Will Jawando (Silver Spring), Former Obama White House and Education Department Official

Congress

–House: Reps. G.K. Butterfield of North Carolina, Emanuel Cleaver of Missouri, Hank Johnson and John Lewis of Georgia, Robin Kelly of Illinois, Brenda Lawrence of Michigan, Gregory Meeks of New York and Donald Payne of New Jersey

Executive Branch/Federal

–Former Obama Education Secretary Arne Duncan

–Former Obama Environmental Protection Agency Administrator Lisa Jackson

Maryland General Assembly

— Del. Charles Sydnor (Baltimore County)

Montgomery County Officials

–County Council: Craig Rice (Dist. 2/Germantown)

–Board of Education: Christopher Barclay (Dist. 4/Silver Spring)

Organizations

–Congressional Black Caucus PAC

Of Note

Jawando has the endorsement of former NAACP President Benjamin Jealous as well as several leading figures in the Congressional Black Caucus, notably Rep. John Lewis, an icon of the civil rights movement who was severely beaten when he sought to cross the Edmund Pettus Bridge in Selma, Alabama in 1965 with the late Rev. Martin Luther King. Closer to home, Jawando’s path to endorsements has been bumpier: In early March, he finished second in a bid for the backing of the African-American Democratic Club of Montgomery County, losing out to Raskin in a voting process that stirred some controversy.

Kathleen Mathews (Chevy Chase), Former Marriott International Chief Communications and Public Affairs Executive and Television News Anchor

Congress

–Senate: Sens. Barbara Boxer of California and Edward Markey of Massachusetts

–House: Reps. Don Beyer of Virginia, Cheri Bustos of Illinois, Katherine Clark of Massachusetts, Joe Crowley and Steve Israel of New York, Debbie Dingell of Michigan, Anna Eshoo of California, Lois Frankel of Florida, Ann McLane Kuster of New Hampshire and John Larson of Connecticut

Executive Branch/Maryland

–Statewide: Comptroller Peter Franchot, former Lt.

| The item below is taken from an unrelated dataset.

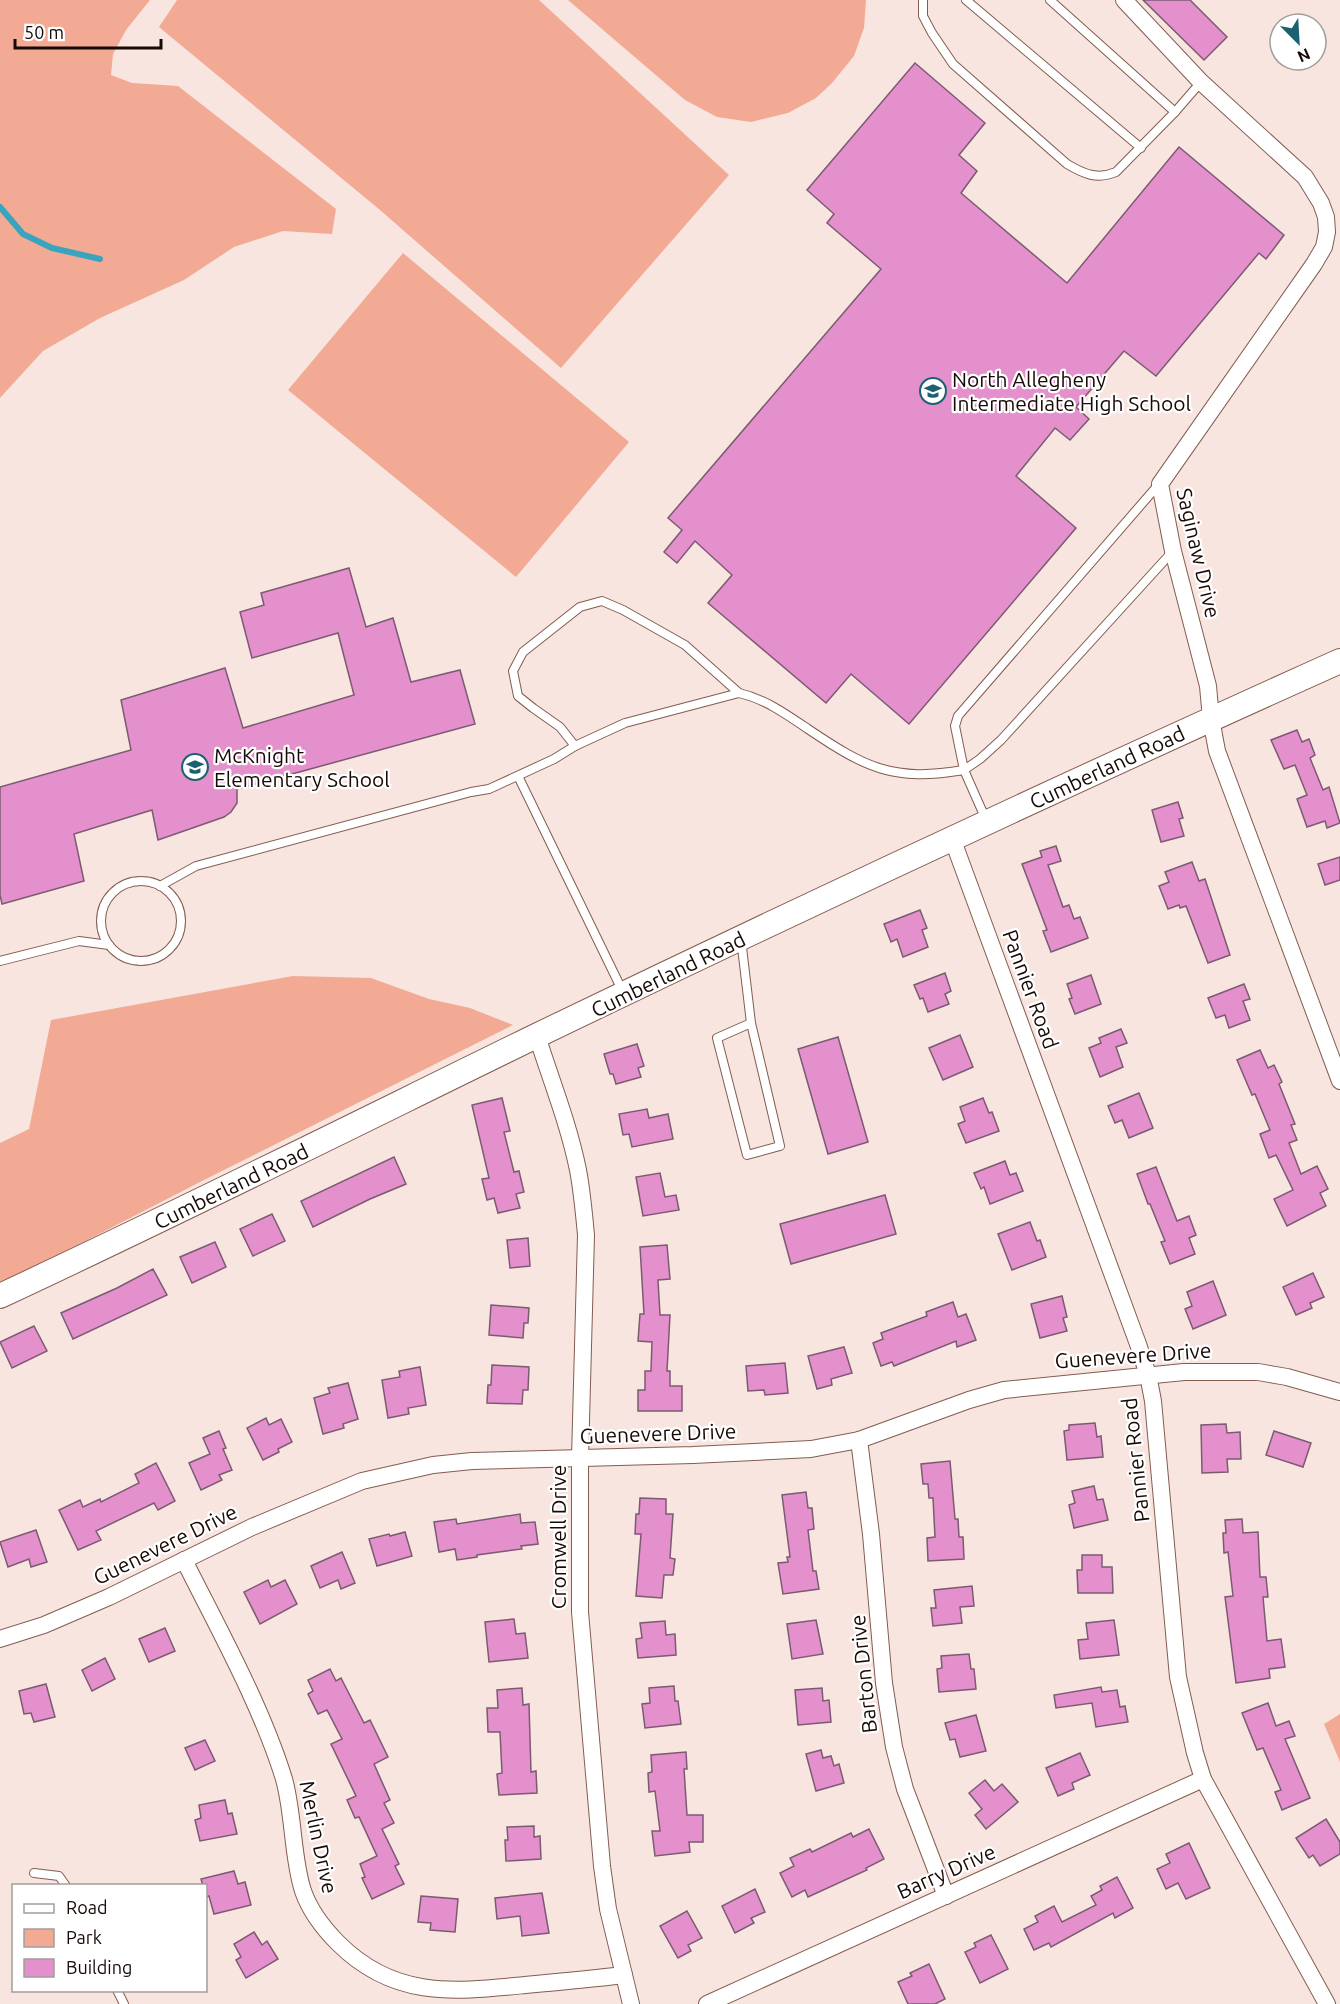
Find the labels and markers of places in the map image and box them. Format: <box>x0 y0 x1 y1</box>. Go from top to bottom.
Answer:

Gov. Kathleen Kennedy Townsend (1995-2003)

–Montgomery County: Former County Executive Doug Duncan (1994-2006)

Maryland General Assembly

 –House: Del. Bill Frick (Dist. 16/Bethesda)

Organizations

–EMILY’s List (a Democratic, pro-abortion rights PAC that “bundles” and distributes contributions to candidates it has endorsed)

The Washington Post

Of Note

“All politics is local,” the late House Speaker Thomas “Tip” O’Neill once famously observed. All political endorsements may not be personal, but many contain a large element of the latter. Take, for example, Maryland Comptroller Peter Franchot’s announcement in January that he was getting behind the Matthews campaign. According to sources, it goes back more than three decades to a friendship between two congressional aides: Franchot, then chief of staff to Massachusetts Rep. Ed Markey (now a senator and a part-time Chevy Chase resident), and Matthews’ husband, Chris, then press secretary to another Massachusetts legislator: Tip O’Neill.

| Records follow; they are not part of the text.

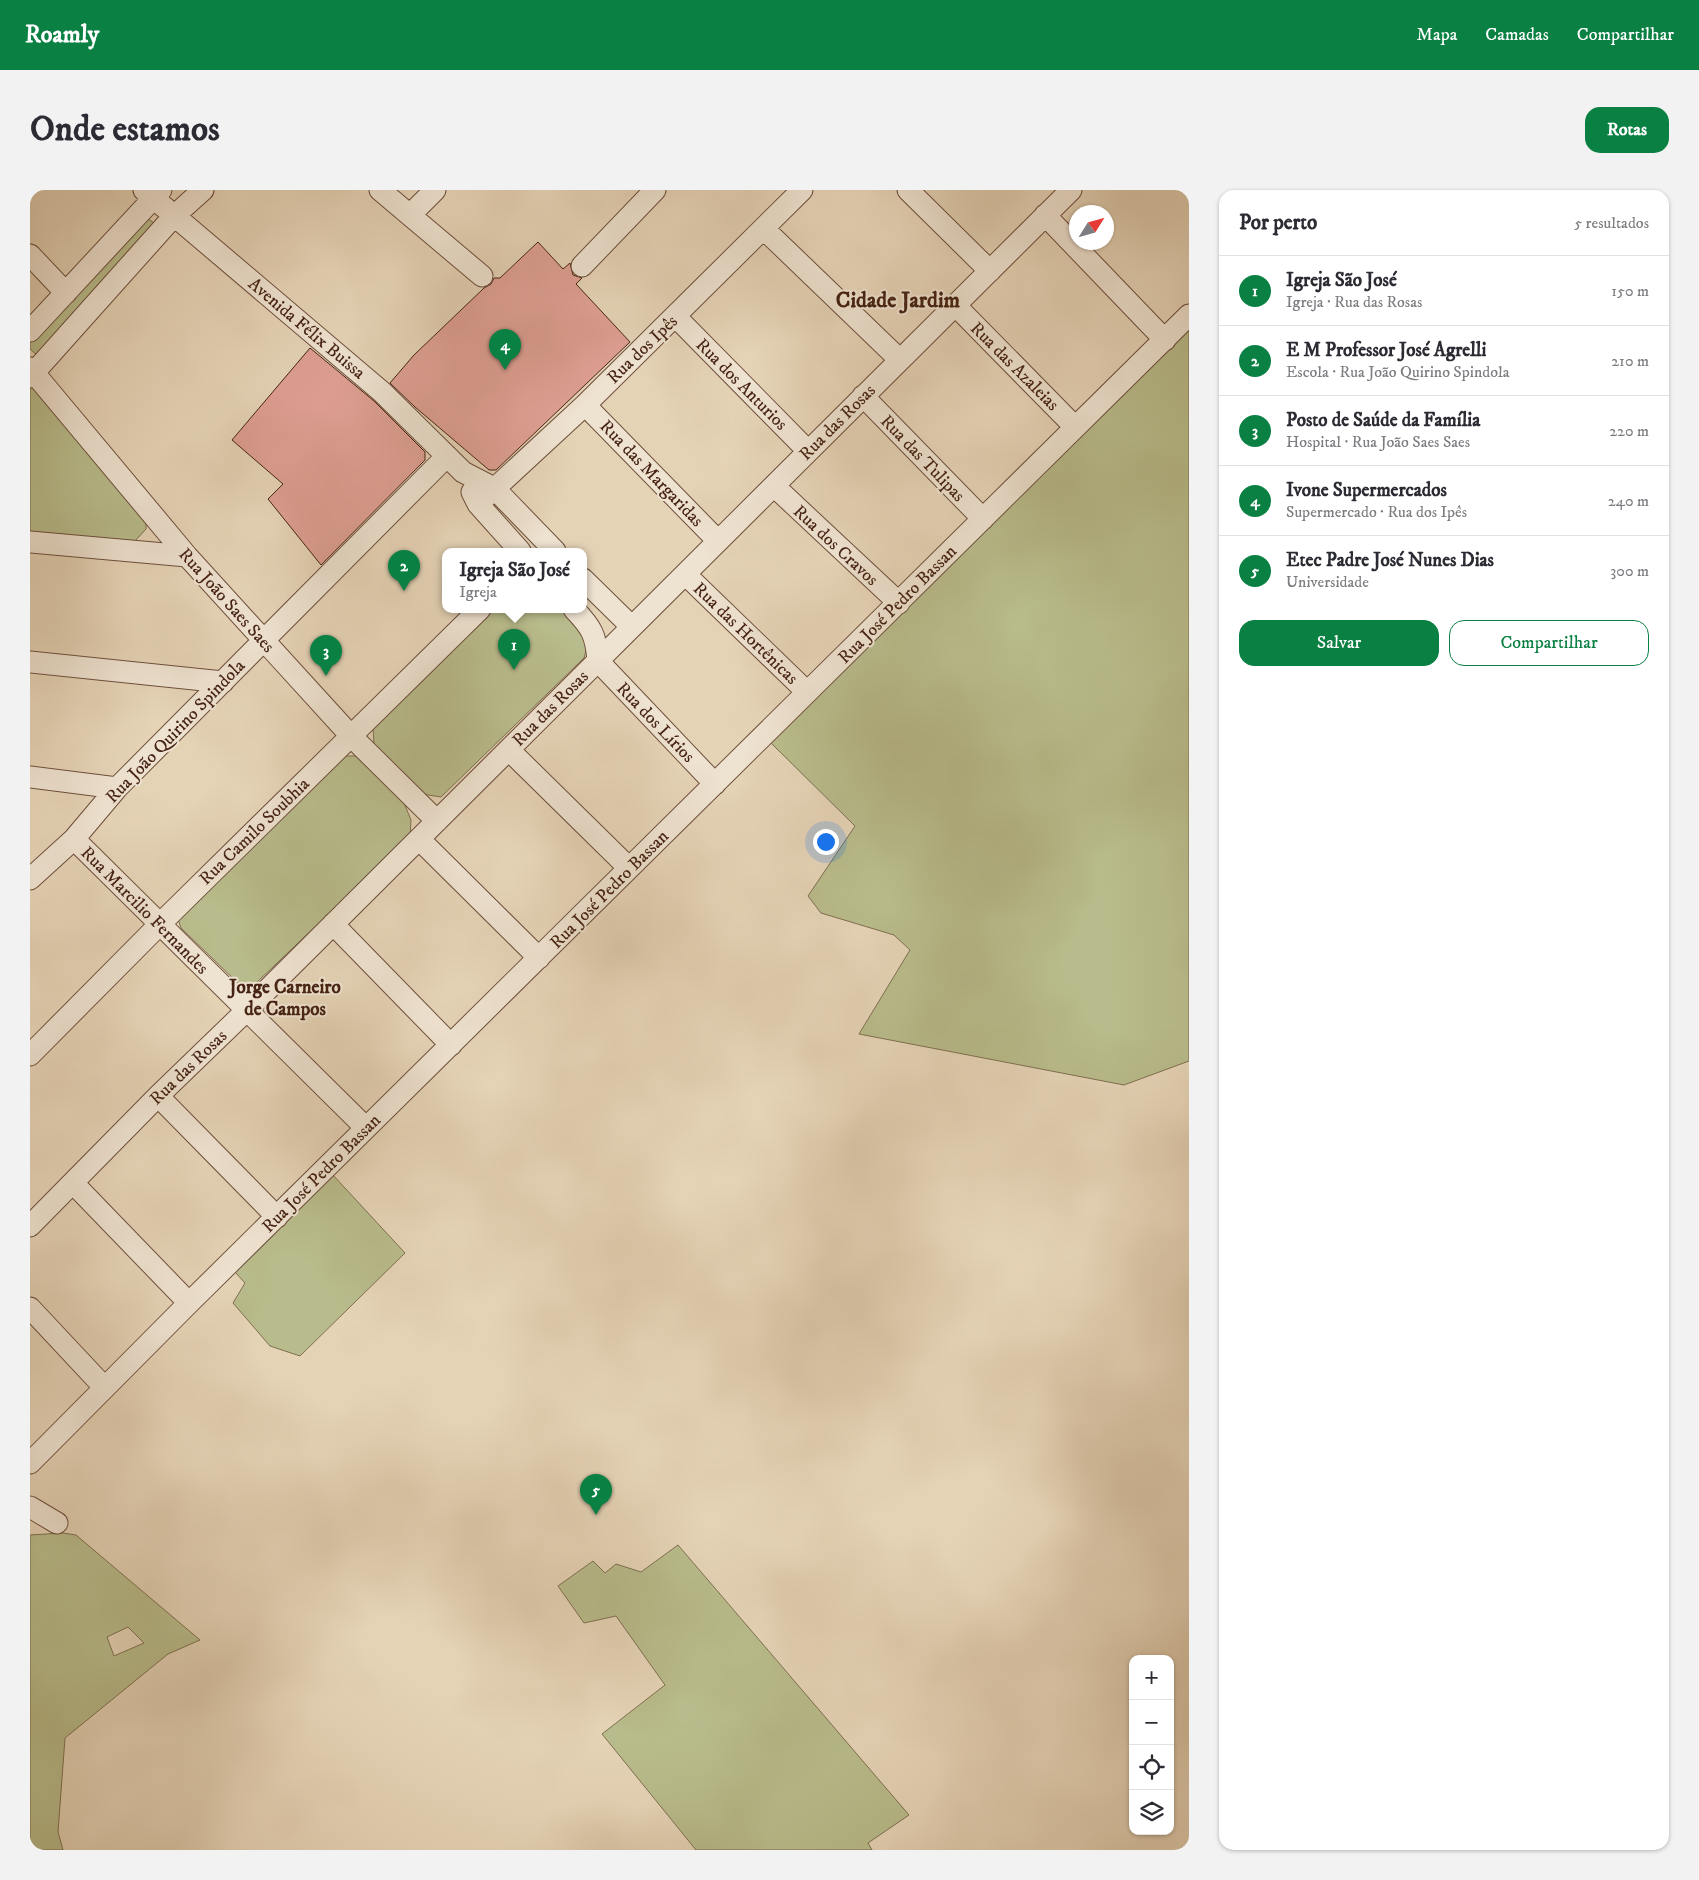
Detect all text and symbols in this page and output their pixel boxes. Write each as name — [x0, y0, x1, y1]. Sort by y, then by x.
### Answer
text: Roamly — [25, 20, 99, 50]
text: Mapa — [1417, 24, 1457, 46]
text: Camadas — [1485, 24, 1549, 46]
text: Compartilhar — [1577, 24, 1674, 46]
button: Rotas — [1585, 107, 1669, 153]
text: Onde estamos — [30, 108, 220, 152]
north arrow — [1069, 205, 1114, 250]
text: Por perto — [1239, 210, 1317, 236]
text: 5 resultados — [1574, 213, 1649, 233]
text: Igreja São José — [1286, 269, 1397, 292]
street label: Avenida Félix Buissa — [243, 273, 370, 384]
text: 1 — [1252, 281, 1258, 301]
text: 150 m — [1611, 281, 1649, 301]
district label: Cidade Jardim — [836, 287, 961, 314]
text: Igreja · Rua das Rosas — [1286, 292, 1422, 312]
street label: Rua dos Ipês — [603, 311, 683, 389]
street label: Rua das Azaleias — [965, 318, 1063, 416]
pin: 4 — [489, 329, 521, 370]
street label: Rua dos Anturios — [691, 334, 792, 435]
text: E M Professor José Agrelli — [1286, 339, 1486, 362]
text: 2 — [1251, 351, 1259, 371]
text: 210 m — [1611, 351, 1649, 371]
text: Escola · Rua João Quirino Spindola — [1286, 362, 1510, 382]
street label: Rua das Rosas — [795, 380, 880, 465]
text: Posto de Saúde da Família — [1286, 409, 1480, 432]
street label: Rua das Tulipas — [875, 411, 969, 507]
street label: Rua das Margaridas — [595, 416, 708, 532]
text: 3 — [1252, 421, 1258, 441]
text: 220 m — [1609, 421, 1649, 441]
text: Hospital · Rua João Saes Saes — [1286, 432, 1470, 452]
text: Ivone Supermercados — [1286, 479, 1447, 502]
text: 4 — [1250, 491, 1260, 511]
text: 240 m — [1608, 491, 1649, 511]
street label: Rua dos Cravos — [788, 501, 883, 591]
text: Supermercado · Rua dos Ipês — [1286, 502, 1467, 522]
street label: Rua José Pedro Bassan — [834, 540, 962, 669]
street label: Rua João Saes Saes — [174, 544, 279, 657]
popup — [442, 548, 587, 613]
text: Etec Padre José Nunes Dias — [1286, 549, 1494, 572]
pin: 2 — [388, 550, 420, 591]
text: Igreja São José — [459, 559, 570, 582]
text: 5 — [1251, 561, 1259, 581]
text: 300 m — [1610, 561, 1649, 581]
text: Universidade — [1286, 572, 1369, 592]
street label: Rua das Hortênicas — [688, 578, 802, 689]
text: Igreja — [459, 582, 497, 602]
button: Salvar — [1239, 620, 1439, 666]
button: Compartilhar — [1449, 620, 1649, 666]
pin: 1 — [498, 629, 530, 670]
pin: 3 — [310, 635, 342, 676]
street label: Rua João Quirino Spindola — [101, 655, 250, 808]
street label: Rua das Rosas — [508, 666, 593, 751]
street label: Rua dos Lírios — [611, 678, 699, 768]
street label: Rua Camilo Soubhia — [195, 773, 315, 890]
street label: Rua José Pedro Bassan — [546, 825, 674, 954]
your location — [813, 829, 839, 855]
street label: Rua Marcilio Fernandes — [76, 842, 213, 979]
district label: Jorge Carneiro de Campos — [227, 976, 341, 1021]
street label: Rua das Rosas — [145, 1025, 232, 1110]
street label: Rua José Pedro Bassan — [258, 1109, 386, 1238]
pin: 5 — [580, 1474, 612, 1515]
map controls — [1129, 1655, 1174, 1835]
button: + — [1129, 1655, 1174, 1700]
button: − — [1129, 1700, 1174, 1745]
button: locate — [1129, 1745, 1174, 1790]
button: layers — [1129, 1790, 1174, 1835]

State Senator Jamie Raskin (District 20/Takoma Park)

Congress

—House: Reps. John Sarbanes of Maryland, John Conyers of Michigan, Keith Ellison of Minnesota, Raul Grijalva of Arizona, Mark Pocan of Wisconsin and Mark Takano of California.

Executive Branch/Maryland

–Attorney General Brian Frosh

Maryland General Assembly

–Senate: Overall, Raskin has been endorsed by 19 of his 31 fellow Senate Democrats.

Leadership: Senate President Thomas V. Mike Miller (Calvert County), President Pro Tem Nathaniel McFadden (Baltimore City) and Majority Leader Catherine Pugh (Baltimore City)

Montgomery County: Sens. Susan Lee (Dist. 16/Bethesda) and Richard Madaleno (Dist. 18/Kensington).

–House of Delegates:

Montgomery County: Dels. Kathleen Dumais (Dist. 15/Rockville), Sheila Hixson (Dist. 20/Silver Spring), David Moon (Dist. 20/Silver Spring) and Will Smith (Dist. 20/Silver Spring)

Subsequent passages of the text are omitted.